By: Jeffrey Lapin
On October 10, 2012, the Supreme Court of South Carolina, in Jennings v. Jennings, held that it is not a violation of the Stored Communications Act (SCA), 18 U.S.C. §§ 2701-12, to read someone's cloud based email, such as Yahoo! mail or Gmail, without their permission.
The SCA prohibits the unauthorized accessing of an electronic communication while it is in "electronic storage." Another statute, 18 U.S.C. 2510(17), which is used by the SCA, defines "electronic storage" as:
(A) any temporary, intermediate storage of a wire or electronic communication incidental to the electronic transmission thereof; and (B) any storage of such communication by an electronic communication service for purposes of backup protection of such communication.
The South Carolina Supreme Court court unanimously ruled that Yahoo! mail does not fall within the SCA's definition of electronic storage and does not offer protection if the user's email is read without permission.
This South Carolina decision differs from a case decided by the 9th Circuit Court of Appeals in Theofel v. Farey-Jones in 2004. In that case, the court held that a user's email that had been read and left on his ISP's (Internet Service Provider) server was protected by the SCA.
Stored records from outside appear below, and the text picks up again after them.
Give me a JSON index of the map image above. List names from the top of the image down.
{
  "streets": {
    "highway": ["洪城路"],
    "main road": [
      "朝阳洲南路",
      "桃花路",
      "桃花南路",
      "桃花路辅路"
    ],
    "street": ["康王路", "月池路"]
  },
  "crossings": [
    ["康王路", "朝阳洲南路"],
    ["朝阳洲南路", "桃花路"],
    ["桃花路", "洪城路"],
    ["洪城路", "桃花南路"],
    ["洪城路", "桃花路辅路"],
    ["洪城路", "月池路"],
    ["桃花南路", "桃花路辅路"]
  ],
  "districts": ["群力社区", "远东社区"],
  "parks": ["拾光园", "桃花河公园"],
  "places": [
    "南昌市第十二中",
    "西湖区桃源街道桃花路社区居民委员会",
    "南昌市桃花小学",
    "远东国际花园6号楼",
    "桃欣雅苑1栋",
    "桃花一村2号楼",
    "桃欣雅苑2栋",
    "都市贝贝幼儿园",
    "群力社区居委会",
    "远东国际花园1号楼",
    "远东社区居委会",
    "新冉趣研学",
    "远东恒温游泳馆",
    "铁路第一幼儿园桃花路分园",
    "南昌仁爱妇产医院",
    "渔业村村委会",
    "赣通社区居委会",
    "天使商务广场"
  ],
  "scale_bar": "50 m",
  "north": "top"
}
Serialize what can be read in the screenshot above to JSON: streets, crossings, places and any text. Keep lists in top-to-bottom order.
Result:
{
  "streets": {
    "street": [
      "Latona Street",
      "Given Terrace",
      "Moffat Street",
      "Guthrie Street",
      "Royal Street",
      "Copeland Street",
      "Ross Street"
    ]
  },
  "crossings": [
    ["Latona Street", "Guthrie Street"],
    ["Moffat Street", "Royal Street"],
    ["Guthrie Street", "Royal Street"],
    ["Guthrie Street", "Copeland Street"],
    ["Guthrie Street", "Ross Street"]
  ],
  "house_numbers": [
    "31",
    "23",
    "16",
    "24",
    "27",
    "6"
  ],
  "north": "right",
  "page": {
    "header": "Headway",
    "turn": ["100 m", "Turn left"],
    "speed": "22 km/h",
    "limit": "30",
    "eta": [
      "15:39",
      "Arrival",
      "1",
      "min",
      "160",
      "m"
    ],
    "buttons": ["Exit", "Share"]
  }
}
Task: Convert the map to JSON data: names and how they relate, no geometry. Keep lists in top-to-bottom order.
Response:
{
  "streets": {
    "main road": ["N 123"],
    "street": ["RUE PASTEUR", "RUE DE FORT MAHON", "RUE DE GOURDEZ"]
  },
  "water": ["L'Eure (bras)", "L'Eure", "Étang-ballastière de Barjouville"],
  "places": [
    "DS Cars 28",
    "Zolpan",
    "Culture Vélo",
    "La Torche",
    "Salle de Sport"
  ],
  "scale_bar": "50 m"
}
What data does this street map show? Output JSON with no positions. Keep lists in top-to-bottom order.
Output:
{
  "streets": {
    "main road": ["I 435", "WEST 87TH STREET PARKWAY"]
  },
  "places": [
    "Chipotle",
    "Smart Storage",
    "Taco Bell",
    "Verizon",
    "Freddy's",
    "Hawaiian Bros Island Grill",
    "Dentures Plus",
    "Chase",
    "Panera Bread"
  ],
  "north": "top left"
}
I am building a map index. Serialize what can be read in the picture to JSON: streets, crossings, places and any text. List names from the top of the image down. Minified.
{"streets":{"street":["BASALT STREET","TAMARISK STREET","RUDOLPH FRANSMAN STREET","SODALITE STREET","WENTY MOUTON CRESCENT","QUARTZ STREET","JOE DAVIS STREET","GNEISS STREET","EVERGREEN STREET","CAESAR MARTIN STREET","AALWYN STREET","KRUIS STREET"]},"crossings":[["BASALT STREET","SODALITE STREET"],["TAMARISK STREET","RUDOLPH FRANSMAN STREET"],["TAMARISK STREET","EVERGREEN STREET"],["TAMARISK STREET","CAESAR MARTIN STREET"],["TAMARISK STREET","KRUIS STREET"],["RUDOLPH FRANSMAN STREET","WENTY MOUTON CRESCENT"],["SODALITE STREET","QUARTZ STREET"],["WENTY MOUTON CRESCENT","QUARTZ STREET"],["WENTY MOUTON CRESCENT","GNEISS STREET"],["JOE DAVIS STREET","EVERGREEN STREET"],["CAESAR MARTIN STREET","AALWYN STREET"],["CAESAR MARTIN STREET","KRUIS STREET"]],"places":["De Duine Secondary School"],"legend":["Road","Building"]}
While there are differences between these two cases, ISP and cloud based messaging, it does show how technology has changed since the SCA was originally passed into law on October 21, 1986, and that the law has not caught up to technology. Unless Congress decides to make significant changes to the SCA and other provisions of the Electronic Communications Privacy Act of 1986 (ECPA), ultimately, the United States Supreme Court may be called upon to decide how these Acts apply to current technology, which was not even contemplated when some of these laws were enacted.